I think guiding children is what you do when I agree with you.

And indoctrinating them is what you do when I disagree with you. wink

BertieBotts Sun 02-Dec-12 18:09:00

Four year olds should be taught to respect everyone regardless of gender, I don't want to bring DS up to know "You never hit a woman" but that "Hitting is unacceptable full stop". Otherwise you're reinforcing gender roles - that hitting a man is okay, because men might hit first, they're just naturally like that, and force is the way to show that you are dominant and therefore to protect yourself (and your family etc) - IYSWIM?

inde Sun 02-Dec-12 18:15:54

I think mainly a child will learn from the example set by their parent(s). Especially at the age of four. If boys are brought up in a house where females are not respected they are unlikely to be respectful as adults.

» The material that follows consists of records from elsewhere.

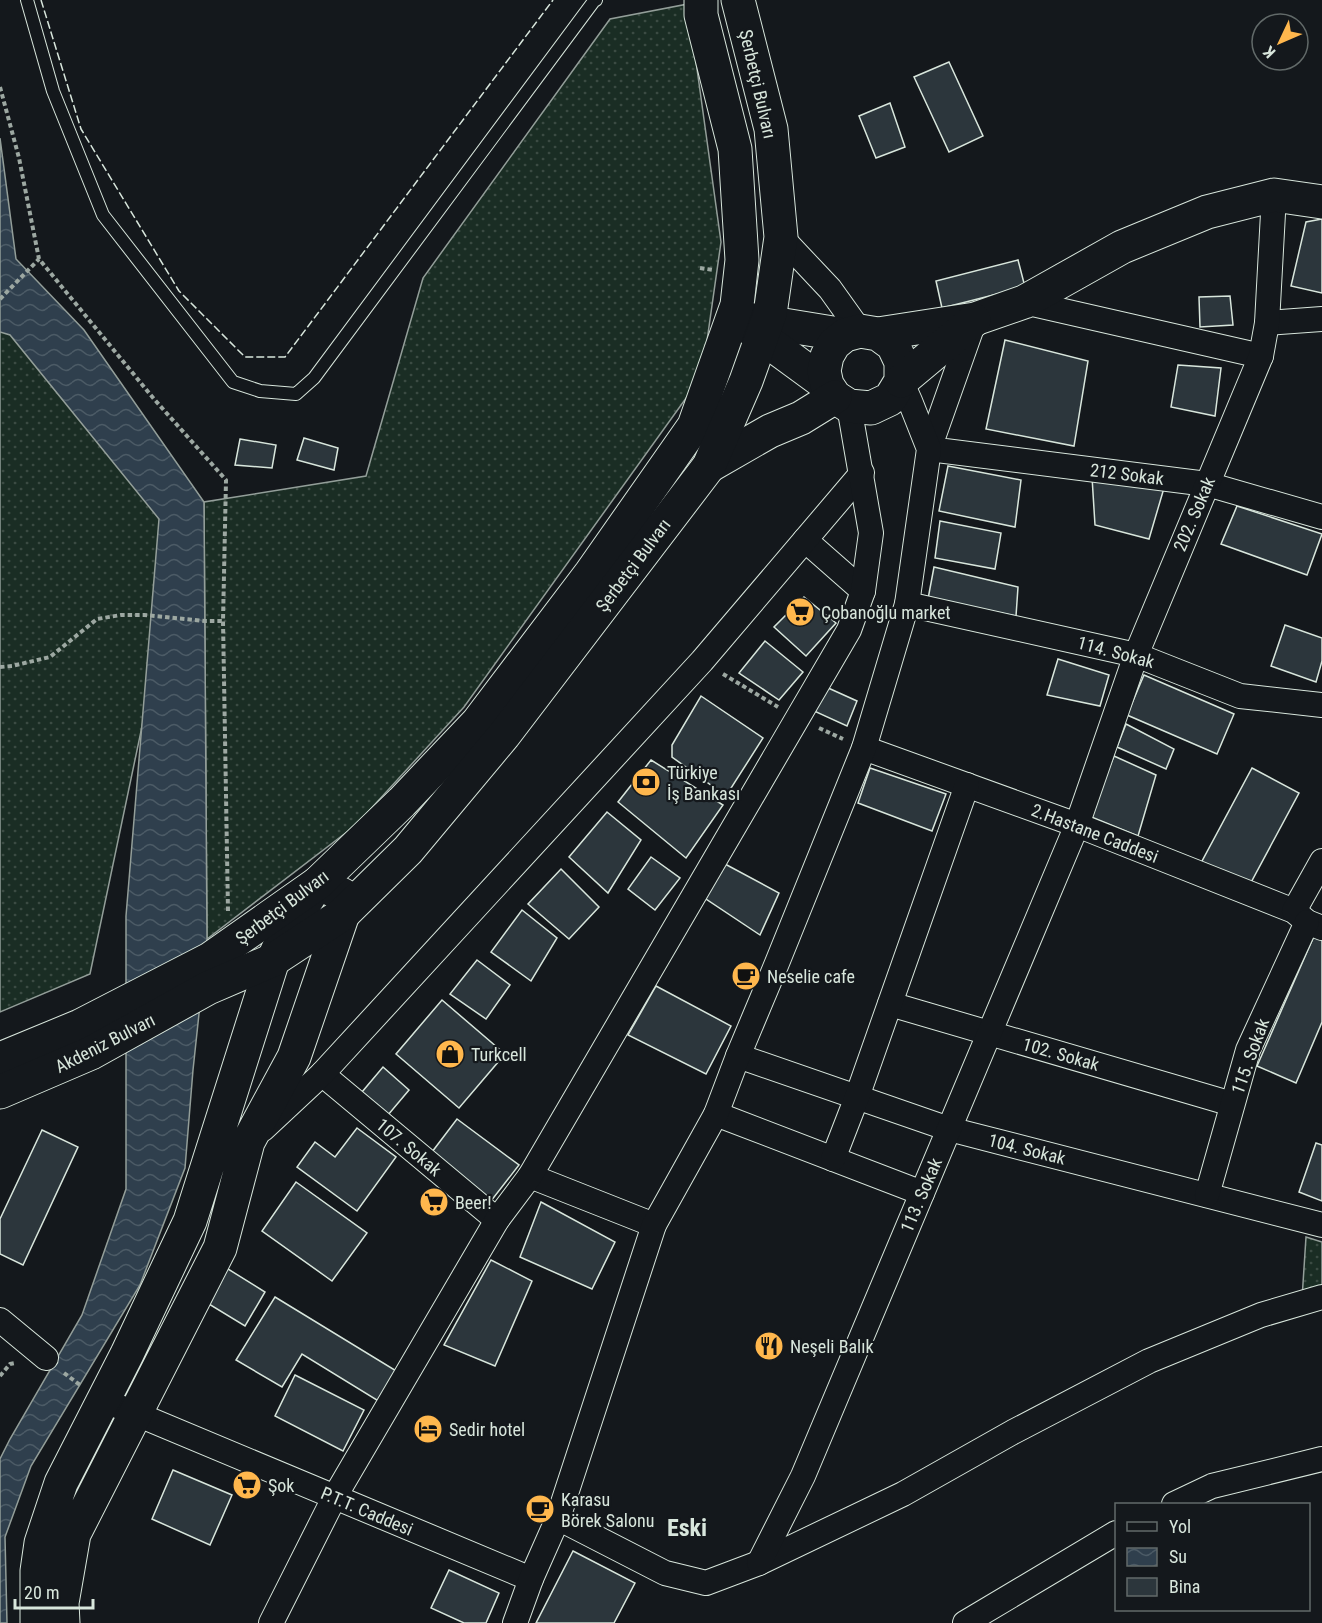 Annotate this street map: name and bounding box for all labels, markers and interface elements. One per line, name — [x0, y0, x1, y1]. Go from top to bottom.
north arrow — [1250, 12, 1310, 72]
street label: Şerbetçi Bulvarı — [735, 28, 781, 140]
text: K — [1260, 42, 1279, 62]
street label: 212 Sokak — [1089, 459, 1165, 489]
street label: 202. Sokak — [1169, 474, 1219, 554]
street label: Şerbetçi Bulvarı — [591, 514, 675, 616]
supermarket icon: Çobanoğlu market — [784, 596, 816, 628]
place label: Çobanoğlu market — [821, 602, 951, 623]
street label: 114. Sokak — [1075, 632, 1157, 672]
place label: Türkiye İş Bankası — [667, 762, 740, 804]
bank icon: Türkiye İş Bankası — [630, 766, 662, 798]
street label: 2.Hastane Caddesi — [1029, 799, 1161, 867]
street label: Şerbetçi Bulvarı — [231, 865, 333, 949]
cafe icon: Neselie cafe — [730, 960, 762, 992]
place label: Neselie cafe — [767, 966, 855, 987]
street label: Akdeniz Bulvarı — [52, 1009, 158, 1077]
street label: 115. Sokak — [1227, 1015, 1273, 1097]
street label: 102. Sokak — [1020, 1033, 1102, 1075]
shop icon: Turkcell — [434, 1038, 466, 1070]
place label: Turkcell — [471, 1044, 527, 1065]
street label: 107. Sokak — [372, 1114, 446, 1180]
street label: 104. Sokak — [986, 1129, 1068, 1169]
street label: 113. Sokak — [896, 1155, 946, 1235]
supermarket icon: Beer! — [418, 1186, 450, 1218]
place label: Beer! — [455, 1192, 492, 1213]
restaurant icon: Neşeli Balık — [753, 1330, 785, 1362]
place label: Neşeli Balık — [790, 1336, 874, 1357]
hotel icon: Sedir hotel — [412, 1413, 444, 1445]
place label: Sedir hotel — [449, 1419, 525, 1440]
supermarket icon: Şok — [231, 1469, 263, 1501]
place label: Şok — [268, 1475, 294, 1496]
street label: P.T.T. Caddesi — [318, 1482, 416, 1540]
place label: Karasu Börek Salonu — [561, 1489, 654, 1531]
cafe icon: Karasu Börek Salonu — [524, 1493, 556, 1525]
legend — [1115, 1503, 1310, 1611]
district label: Eski — [667, 1514, 707, 1542]
text: Yol — [1169, 1516, 1191, 1537]
text: Su — [1169, 1546, 1187, 1567]
scale bar — [15, 1572, 93, 1610]
text: Bina — [1169, 1576, 1200, 1597]
text: 20 m — [24, 1582, 59, 1603]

inde Sun 02-Dec-12 18:26:41

I do swym Bertie and I agree with you. It is the way I was brought up though by my Father and I can't help thinking that if everybody was brought up the same we wouldn't have the problem with dv and men disrespecting woman that we do. I don't think I am unusual. Hopefully the majority of men are the same I'm just explaining why I said it. I really don't know what much else you can say to a four year old. Just set a good example.

exoticfruits Sun 02-Dec-12 19:03:36

My point entirely inde- they learn by example and not by being told. You have to assume that a small DC is intelligent and be subtle otherwise it is counter productive- you get them rolling their eyes at each other and thinking ' mum's on her hobby horse' and they simply switch off. When I tried using stories etc as an example of things I thought were wrong I got, 'it's only a story mum, you don't have to take it so seriously!' - therefore it was much more effective to keep quiet and just set the example- it does go in that way.
I can't see why you would have to say that you don't hit a woman- you don't hit anyone- full stop (with no exceptions)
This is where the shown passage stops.